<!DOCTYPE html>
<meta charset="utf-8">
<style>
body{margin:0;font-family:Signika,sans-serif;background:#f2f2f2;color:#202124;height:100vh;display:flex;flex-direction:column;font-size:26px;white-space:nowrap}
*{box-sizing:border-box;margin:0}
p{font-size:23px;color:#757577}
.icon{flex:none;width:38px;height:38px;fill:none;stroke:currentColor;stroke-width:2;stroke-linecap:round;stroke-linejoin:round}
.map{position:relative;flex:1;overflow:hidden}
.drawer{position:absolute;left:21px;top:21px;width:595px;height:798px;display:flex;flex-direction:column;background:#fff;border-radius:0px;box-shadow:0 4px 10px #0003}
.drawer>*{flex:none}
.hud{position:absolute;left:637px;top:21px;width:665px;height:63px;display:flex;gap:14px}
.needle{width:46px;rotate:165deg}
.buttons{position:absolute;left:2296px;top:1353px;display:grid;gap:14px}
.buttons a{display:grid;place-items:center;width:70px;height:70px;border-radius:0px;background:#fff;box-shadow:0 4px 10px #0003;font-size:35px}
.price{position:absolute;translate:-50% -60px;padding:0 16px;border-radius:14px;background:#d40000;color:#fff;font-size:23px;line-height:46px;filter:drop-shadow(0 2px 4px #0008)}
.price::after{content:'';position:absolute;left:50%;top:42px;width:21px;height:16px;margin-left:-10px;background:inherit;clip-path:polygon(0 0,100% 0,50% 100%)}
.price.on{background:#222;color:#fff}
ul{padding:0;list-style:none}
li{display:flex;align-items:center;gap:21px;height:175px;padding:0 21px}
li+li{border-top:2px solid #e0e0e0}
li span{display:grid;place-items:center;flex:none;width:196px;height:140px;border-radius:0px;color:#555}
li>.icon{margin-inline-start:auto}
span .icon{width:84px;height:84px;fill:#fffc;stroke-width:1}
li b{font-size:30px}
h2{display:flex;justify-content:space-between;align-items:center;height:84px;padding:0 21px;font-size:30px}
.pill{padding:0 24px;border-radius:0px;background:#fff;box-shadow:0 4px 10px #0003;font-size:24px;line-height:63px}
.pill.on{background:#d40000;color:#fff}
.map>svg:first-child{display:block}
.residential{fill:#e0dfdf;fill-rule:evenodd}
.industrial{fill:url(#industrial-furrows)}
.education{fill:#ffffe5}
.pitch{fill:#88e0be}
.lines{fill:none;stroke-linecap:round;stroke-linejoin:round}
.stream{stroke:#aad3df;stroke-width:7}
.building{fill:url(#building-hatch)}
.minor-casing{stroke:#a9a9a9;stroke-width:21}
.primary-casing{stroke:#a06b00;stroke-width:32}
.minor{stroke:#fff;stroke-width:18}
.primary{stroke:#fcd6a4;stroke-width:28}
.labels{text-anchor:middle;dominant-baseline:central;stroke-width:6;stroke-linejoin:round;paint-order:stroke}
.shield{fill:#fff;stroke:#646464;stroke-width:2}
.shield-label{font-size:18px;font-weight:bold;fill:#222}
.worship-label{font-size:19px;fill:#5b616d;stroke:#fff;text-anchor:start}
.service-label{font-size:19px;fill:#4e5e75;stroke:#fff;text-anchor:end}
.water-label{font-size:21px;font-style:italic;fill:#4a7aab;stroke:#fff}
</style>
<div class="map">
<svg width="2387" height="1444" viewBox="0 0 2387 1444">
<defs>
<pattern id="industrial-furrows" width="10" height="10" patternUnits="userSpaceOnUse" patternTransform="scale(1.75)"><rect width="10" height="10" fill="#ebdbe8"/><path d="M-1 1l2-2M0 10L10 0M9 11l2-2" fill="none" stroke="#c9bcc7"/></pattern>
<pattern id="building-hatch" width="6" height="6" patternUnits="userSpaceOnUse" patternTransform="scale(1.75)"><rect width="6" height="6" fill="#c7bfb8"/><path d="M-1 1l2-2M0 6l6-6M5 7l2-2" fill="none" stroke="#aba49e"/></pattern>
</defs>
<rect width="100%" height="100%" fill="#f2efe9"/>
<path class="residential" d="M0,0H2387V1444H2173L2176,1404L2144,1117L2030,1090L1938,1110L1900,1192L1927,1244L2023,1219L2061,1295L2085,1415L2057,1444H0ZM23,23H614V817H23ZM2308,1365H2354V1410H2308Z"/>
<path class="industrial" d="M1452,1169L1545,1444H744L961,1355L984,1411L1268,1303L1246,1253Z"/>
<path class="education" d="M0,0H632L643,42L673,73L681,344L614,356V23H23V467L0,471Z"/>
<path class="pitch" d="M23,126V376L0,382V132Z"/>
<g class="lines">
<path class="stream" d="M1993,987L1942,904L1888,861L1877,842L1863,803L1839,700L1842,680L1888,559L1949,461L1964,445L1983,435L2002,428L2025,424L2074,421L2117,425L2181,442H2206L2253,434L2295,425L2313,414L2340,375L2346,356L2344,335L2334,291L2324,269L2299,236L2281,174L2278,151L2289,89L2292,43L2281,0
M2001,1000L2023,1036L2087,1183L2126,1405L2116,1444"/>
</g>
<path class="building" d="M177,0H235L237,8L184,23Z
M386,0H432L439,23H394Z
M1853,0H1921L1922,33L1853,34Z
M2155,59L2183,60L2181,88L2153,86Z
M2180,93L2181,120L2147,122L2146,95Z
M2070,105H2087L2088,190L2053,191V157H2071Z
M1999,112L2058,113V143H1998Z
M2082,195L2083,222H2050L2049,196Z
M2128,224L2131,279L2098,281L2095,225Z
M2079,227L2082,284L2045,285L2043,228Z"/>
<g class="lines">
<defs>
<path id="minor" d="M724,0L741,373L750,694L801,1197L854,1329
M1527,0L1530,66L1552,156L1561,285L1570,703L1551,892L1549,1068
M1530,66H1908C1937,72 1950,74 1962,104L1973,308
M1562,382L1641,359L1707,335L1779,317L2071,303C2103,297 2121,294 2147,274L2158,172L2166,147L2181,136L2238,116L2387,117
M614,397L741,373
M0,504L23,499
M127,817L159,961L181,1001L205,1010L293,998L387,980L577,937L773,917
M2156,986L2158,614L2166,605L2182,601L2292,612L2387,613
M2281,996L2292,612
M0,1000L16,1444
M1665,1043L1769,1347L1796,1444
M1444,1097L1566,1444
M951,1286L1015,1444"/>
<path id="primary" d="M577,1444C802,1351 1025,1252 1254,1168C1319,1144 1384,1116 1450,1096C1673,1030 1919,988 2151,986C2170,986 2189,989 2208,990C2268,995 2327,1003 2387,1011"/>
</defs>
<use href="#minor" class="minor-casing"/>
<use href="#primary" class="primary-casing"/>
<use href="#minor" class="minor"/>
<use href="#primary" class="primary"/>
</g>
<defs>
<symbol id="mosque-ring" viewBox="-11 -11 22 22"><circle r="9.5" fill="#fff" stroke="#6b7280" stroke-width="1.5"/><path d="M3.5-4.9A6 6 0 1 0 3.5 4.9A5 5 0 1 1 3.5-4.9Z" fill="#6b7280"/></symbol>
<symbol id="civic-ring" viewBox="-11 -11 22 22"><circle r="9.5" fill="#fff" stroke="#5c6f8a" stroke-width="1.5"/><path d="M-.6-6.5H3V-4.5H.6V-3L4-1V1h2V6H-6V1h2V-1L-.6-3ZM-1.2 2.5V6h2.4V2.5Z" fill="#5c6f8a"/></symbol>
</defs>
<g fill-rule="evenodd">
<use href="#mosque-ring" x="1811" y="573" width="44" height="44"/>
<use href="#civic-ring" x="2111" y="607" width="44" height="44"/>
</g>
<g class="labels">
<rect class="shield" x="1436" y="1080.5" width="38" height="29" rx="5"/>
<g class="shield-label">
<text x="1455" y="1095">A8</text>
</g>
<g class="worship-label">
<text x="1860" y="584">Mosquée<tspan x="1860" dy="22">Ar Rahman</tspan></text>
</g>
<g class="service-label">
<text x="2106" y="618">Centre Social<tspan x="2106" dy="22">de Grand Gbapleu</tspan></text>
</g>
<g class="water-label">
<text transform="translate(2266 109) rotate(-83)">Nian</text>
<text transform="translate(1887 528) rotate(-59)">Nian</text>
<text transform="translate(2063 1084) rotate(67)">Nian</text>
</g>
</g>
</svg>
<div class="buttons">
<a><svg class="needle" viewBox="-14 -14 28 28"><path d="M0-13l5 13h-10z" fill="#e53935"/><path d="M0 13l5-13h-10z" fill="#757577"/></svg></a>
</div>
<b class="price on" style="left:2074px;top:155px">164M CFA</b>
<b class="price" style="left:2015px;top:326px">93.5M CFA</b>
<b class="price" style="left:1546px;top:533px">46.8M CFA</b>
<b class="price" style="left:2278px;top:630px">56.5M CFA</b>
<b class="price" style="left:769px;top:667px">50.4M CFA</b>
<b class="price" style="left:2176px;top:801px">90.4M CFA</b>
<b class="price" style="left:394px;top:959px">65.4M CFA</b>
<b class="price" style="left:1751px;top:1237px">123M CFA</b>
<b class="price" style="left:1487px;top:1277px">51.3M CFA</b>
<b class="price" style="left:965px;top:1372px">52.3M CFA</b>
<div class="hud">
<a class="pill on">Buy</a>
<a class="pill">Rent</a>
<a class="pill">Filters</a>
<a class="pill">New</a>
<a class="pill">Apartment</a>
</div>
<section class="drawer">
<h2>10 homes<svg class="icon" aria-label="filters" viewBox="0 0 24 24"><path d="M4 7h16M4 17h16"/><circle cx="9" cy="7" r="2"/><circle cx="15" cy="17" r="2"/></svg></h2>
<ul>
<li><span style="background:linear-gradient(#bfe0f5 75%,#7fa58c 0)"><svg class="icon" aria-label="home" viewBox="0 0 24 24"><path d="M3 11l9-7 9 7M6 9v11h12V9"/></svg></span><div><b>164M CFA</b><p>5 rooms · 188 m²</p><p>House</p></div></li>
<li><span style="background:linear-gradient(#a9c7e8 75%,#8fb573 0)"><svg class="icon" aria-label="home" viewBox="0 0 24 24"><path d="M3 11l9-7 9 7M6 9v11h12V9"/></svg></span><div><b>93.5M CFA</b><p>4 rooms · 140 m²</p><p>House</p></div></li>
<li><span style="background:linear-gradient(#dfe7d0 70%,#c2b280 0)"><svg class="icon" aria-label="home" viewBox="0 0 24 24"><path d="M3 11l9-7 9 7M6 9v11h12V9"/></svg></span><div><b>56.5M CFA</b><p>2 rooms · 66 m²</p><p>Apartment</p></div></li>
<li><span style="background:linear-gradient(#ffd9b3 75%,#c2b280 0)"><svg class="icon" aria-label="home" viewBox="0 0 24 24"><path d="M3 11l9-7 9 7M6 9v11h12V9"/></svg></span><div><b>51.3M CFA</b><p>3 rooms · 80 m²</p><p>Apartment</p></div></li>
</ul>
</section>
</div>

########

Your task is to return each line of the data above that contains the string "linecap".

» Your solution:
.icon{flex:none;width:38px;height:38px;fill:none;stroke:currentColor;stroke-width:2;stroke-linecap:round;stroke-linejoin:round}
.lines{fill:none;stroke-linecap:round;stroke-linejoin:round}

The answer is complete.